MRI Screening of Women at Average Risk for Breast Cancer Improves Detection

November 2015, Vol 6, No 10

San Francisco, CA—Magnetic resonance imaging (MRI) screening of women who are at average risk for breast cancer had a mean additional cancer diagnosis yield of 15.8 per 1000 patients, surpassing the yields for digital breast tomosynthesis and ultrasound in a new study. The results were presented at the 2015 Breast Cancer Symposium, by Christiane K. Kuhl, MD, Department of Diagnostic and Interventional Radiology, RWTH Aachen University, Germany. This suggests that breast MRI screening alone every 3 years may be sufficient for women at average risk.

“In this cohort of heavily prescreened women at average risk, the additional cancer yield achieved through MRI was high,” said Dr Kuhl. “Our findings also showed that in average-risk women, the contribution of mammography to early diagnosis will be limited.”

Over- and Underdiagnosis with Mammography

Despite its prevalence of use, mammography leads to problems of over- and underdiagnosis, said Dr Kuhl. Between 30% and 50% of breast cancers are missed by mammography. And because mammography is based on detection of pathophysiologic processes that reflect repressive changes, false positives are also inevitable with this procedure.

MRI, by contrast, will “preferably detect cancers that are biologically active and prognostically relevant,” she said. Nevertheless, MRI screening is currently only being used in high-risk women. There is no evidence for its use in women with an average risk for breast cancer.

Study Details

This prospective, 2-center, comparative, diagnostic accuracy study included 2120 women who had a total of 3861 MRIs covering 7007 women-years.

The participants (aged 40-70 years) had normal screening mammograms and, in dense breasts, normal screening ultrasound. With no previous breast cancer, no family history of the disease, and no history of tissue diagnosis associated with increased risk, the women were considered “average risk” for breast cancer.

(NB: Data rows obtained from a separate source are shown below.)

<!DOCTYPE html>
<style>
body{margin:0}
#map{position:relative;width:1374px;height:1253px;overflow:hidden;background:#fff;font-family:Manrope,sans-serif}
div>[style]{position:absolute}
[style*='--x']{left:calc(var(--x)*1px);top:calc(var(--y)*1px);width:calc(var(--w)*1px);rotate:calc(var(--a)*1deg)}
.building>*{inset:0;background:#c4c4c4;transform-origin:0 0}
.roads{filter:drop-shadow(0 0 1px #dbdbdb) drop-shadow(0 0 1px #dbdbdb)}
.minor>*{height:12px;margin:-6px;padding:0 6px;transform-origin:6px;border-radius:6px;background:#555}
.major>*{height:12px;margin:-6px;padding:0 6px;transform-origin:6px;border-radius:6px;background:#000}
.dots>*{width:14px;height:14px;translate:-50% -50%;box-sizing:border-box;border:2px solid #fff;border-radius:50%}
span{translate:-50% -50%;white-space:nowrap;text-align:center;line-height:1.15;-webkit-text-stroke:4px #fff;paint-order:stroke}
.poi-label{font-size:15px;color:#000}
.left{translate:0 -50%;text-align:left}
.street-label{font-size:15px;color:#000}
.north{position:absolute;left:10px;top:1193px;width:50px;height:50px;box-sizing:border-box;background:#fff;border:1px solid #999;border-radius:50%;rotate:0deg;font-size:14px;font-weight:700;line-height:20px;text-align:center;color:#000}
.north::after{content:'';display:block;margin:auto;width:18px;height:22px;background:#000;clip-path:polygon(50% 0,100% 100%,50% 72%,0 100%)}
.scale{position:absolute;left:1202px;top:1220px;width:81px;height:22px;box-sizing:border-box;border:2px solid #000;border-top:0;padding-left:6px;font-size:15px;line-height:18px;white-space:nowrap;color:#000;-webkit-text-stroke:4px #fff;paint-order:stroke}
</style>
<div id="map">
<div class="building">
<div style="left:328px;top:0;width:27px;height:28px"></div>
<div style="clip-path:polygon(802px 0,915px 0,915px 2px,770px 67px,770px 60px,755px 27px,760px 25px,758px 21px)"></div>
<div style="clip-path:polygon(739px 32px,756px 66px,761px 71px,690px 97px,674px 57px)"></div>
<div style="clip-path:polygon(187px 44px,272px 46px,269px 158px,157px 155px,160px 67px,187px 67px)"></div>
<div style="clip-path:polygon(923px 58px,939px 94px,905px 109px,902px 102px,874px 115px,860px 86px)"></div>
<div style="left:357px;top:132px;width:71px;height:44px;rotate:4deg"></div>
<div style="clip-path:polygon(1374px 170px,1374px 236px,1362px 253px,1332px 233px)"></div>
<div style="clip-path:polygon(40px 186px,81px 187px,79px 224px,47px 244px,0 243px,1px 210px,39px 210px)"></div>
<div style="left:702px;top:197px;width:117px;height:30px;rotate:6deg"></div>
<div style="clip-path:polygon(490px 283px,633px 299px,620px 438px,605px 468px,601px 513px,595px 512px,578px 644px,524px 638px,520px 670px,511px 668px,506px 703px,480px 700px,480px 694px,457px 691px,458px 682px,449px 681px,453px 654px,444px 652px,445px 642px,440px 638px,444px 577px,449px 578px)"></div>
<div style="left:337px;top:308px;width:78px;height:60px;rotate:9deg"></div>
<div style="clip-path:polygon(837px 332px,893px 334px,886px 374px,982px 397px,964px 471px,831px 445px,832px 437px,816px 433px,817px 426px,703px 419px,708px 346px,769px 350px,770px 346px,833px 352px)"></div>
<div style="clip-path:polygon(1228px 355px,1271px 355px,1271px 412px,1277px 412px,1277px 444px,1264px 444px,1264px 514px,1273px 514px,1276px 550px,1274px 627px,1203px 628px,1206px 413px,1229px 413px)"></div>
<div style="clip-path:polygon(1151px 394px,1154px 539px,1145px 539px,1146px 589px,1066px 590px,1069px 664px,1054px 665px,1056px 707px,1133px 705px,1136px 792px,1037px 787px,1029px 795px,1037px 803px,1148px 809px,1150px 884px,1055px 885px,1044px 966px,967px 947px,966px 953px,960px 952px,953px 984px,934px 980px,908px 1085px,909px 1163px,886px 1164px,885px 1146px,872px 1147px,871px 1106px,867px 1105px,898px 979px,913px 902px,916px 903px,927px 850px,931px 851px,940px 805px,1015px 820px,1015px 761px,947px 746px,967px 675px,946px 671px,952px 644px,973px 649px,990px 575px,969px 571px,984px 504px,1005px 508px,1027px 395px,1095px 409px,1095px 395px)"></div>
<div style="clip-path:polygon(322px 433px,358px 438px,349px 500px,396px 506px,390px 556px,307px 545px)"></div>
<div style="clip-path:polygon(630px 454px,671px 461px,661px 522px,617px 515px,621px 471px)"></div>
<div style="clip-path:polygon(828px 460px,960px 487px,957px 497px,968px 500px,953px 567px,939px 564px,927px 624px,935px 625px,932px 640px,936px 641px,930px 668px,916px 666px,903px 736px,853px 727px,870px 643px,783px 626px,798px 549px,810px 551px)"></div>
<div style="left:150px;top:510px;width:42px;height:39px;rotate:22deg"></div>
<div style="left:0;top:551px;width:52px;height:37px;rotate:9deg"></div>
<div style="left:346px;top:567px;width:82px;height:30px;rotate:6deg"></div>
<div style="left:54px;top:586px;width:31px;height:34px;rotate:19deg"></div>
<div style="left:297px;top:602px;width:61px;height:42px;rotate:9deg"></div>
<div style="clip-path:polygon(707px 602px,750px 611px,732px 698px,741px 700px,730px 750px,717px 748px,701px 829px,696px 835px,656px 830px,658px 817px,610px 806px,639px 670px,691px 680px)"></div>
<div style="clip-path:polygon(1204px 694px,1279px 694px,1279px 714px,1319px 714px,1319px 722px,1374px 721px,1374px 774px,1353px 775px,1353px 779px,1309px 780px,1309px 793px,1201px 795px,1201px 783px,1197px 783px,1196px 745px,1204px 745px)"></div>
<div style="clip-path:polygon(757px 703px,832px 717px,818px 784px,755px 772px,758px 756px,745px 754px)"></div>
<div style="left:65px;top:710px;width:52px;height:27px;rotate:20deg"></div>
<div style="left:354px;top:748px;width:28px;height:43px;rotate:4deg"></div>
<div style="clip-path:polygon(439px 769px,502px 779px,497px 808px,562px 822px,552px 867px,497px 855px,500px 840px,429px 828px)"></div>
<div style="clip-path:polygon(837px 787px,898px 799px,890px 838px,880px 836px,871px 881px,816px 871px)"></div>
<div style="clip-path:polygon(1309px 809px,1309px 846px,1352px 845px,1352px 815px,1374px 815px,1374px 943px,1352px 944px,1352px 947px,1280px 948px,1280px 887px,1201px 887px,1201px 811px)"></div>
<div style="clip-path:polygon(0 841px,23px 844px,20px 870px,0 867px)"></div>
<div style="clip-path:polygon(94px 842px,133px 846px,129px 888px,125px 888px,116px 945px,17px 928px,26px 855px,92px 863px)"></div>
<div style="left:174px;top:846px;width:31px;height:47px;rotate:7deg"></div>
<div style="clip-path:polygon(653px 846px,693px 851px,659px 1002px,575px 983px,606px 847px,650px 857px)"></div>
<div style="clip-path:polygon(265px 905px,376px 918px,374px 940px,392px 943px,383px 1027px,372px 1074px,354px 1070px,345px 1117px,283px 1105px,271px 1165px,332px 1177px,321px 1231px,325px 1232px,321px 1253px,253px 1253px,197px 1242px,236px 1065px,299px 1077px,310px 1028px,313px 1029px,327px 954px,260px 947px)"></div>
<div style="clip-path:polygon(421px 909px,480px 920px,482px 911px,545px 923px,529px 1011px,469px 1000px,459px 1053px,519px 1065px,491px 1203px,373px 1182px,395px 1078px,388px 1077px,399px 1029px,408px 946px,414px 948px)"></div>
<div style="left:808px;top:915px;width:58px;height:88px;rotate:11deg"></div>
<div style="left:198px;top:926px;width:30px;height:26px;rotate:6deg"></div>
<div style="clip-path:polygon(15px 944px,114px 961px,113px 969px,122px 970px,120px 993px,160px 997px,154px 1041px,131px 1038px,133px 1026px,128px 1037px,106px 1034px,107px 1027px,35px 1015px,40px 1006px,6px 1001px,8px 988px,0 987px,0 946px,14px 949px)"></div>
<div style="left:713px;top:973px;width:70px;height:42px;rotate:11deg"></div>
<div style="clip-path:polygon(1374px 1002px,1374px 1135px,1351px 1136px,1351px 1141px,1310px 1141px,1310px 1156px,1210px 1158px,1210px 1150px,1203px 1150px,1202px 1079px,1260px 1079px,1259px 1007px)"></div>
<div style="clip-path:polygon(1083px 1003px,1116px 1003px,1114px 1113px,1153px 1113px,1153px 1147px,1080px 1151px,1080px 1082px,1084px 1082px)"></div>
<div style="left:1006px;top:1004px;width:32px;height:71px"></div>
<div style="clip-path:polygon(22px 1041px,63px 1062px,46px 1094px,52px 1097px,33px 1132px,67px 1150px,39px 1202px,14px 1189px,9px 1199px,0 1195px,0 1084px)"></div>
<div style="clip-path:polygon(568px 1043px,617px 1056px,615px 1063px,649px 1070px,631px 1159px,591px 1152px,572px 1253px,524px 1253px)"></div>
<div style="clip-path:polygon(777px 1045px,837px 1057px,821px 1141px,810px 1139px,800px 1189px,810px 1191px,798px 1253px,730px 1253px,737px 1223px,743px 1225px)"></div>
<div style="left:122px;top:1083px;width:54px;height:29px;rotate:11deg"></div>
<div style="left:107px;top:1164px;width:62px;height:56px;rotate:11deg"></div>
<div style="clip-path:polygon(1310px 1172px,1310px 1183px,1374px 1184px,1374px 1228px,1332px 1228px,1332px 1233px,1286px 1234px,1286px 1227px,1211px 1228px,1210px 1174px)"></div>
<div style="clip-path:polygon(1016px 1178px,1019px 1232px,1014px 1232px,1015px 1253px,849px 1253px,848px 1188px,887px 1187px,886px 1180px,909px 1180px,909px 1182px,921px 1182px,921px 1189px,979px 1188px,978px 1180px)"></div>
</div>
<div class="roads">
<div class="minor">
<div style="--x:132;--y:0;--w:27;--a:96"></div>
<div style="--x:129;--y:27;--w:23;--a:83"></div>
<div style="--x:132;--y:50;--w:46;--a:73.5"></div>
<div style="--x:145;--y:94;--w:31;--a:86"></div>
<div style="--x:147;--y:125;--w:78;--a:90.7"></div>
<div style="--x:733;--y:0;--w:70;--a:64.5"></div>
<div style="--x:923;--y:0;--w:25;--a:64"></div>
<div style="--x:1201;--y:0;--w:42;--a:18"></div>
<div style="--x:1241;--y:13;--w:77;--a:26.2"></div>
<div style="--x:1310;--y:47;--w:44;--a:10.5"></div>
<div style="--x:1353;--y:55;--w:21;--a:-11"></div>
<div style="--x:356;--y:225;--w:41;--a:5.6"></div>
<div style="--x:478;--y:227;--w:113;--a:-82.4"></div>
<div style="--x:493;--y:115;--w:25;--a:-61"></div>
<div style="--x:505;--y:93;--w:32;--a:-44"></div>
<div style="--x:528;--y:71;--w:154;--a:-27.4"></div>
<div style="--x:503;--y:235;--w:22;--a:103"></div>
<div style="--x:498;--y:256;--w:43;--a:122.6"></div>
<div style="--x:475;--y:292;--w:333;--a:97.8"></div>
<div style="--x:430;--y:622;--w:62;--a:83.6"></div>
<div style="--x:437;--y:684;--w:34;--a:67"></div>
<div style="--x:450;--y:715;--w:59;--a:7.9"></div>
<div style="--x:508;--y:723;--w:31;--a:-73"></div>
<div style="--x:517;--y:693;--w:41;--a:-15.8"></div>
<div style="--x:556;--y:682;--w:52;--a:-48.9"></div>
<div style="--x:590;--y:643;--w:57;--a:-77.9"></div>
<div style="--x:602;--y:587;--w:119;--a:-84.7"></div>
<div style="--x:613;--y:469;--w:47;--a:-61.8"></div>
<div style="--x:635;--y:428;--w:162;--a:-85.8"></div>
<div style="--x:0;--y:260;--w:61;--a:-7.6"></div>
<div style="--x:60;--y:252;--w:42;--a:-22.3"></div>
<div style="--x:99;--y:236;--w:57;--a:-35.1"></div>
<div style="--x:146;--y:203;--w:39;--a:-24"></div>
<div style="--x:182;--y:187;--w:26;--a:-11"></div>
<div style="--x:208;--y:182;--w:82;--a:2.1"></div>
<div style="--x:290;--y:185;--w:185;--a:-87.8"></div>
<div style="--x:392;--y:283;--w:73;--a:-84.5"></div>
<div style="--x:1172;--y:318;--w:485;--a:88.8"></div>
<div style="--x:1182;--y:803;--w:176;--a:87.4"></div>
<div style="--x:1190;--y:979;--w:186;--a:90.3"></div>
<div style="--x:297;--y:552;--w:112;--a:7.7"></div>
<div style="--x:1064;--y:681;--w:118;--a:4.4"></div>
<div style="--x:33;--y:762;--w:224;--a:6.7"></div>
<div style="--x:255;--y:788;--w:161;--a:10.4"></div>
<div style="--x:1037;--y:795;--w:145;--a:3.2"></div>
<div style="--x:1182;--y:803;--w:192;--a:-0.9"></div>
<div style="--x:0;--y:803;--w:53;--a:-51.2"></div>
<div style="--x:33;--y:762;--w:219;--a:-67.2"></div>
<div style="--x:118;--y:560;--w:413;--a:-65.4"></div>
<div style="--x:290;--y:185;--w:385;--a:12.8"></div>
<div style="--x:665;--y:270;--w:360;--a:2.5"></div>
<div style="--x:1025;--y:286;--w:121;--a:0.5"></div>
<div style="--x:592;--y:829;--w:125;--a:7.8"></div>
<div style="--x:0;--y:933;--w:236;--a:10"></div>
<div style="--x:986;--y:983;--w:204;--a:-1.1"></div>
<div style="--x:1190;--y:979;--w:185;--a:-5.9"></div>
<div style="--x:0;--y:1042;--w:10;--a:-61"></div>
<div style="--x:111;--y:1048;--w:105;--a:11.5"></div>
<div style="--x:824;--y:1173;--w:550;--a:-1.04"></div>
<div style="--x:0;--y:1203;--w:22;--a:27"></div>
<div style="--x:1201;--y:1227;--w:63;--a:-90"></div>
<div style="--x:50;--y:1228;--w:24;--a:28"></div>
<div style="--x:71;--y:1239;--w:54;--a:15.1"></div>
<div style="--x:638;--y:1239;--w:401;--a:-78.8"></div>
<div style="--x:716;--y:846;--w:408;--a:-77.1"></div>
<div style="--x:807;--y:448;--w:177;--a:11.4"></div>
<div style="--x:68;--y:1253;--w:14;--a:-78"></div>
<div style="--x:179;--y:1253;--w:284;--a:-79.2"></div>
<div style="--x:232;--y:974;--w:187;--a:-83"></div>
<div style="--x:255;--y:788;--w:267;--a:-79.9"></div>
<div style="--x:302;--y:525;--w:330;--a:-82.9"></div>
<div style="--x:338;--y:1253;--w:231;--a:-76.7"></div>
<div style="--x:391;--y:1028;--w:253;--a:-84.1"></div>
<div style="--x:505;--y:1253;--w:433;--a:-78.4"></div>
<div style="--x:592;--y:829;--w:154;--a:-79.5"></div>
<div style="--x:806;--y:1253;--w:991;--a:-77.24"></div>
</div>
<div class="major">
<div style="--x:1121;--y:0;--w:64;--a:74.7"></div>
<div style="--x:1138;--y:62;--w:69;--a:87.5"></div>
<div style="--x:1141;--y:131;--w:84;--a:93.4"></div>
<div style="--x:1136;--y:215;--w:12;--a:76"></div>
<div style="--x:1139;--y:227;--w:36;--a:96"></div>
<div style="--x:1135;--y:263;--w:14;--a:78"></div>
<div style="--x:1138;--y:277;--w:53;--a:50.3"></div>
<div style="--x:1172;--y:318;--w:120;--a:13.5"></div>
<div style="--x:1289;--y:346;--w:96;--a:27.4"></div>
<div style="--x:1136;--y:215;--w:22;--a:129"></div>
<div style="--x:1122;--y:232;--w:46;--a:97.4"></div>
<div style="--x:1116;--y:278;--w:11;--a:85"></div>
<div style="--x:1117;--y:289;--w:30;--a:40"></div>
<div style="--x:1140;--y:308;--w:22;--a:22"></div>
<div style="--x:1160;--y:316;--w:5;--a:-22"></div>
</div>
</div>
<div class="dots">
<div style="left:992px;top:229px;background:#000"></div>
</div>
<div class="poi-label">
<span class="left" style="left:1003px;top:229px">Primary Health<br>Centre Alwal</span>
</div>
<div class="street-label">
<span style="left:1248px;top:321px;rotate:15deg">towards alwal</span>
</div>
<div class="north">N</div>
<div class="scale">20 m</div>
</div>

The women were randomized to undergo dynamic contrast-enhanced breast MRI in addition to mammography every 12, 24, or 36 months, plus follow-up of 2 years.

The vast majority (91.0%) of MRIs were read as normal or benign. Women with suspicious findings (4.4%) underwent biopsy. From this group, 35.7% of lesions were ultimately found to be malignant, 24.6% revealed high-risk changes, and 39.8% revealed benign changes.

“This translates into a positive predictive value of 35.7% for cancer,” said Dr Kuhl. “And if you take into consideration that diagnosis of high-risk lesions puts average-risk women into a high-risk category (changing the management of those women), you could argue that the positive predictive value for diagnosis of management-­relevant tissue changes is 60.5%.”

Ultimately, 61 cancers were identified in the 2120 women; of these, 60 cancers were only MRI-detected, resulting in an additional cancer yield of 15.8 per 1000 screening rounds.

“The cancer yield was very high in the first-screening round,” said Dr Kuhl. “In other words, the majority [48] of these cancers were found in the first screening round and dropped significantly during subsequent screening rounds.”

The average additional cancer yield of 15.8 per 1000 women compares favorably with the added cancer yield of 1.25 per 1000 for digital breast tomosynthesis and 4 per 1000 for ultrasound.

“In experienced hands,” said Dr Kuhl, “the false-positive rate of MRI screening in this average-risk cohort was comparable to those of mammographic screening programs or to that of MRI high-risk screening cohorts.”

Dr Kuhl also noted that the added cancers diagnosed by MRI had pathological features of biological importance, skewing toward higher-than-­normal high-grade cancers.

“Breast MRI improves the detection of small, high-grade cancers in women at average risk to an extent that the interval cancer rate is zero,” Dr Kuhl concluded.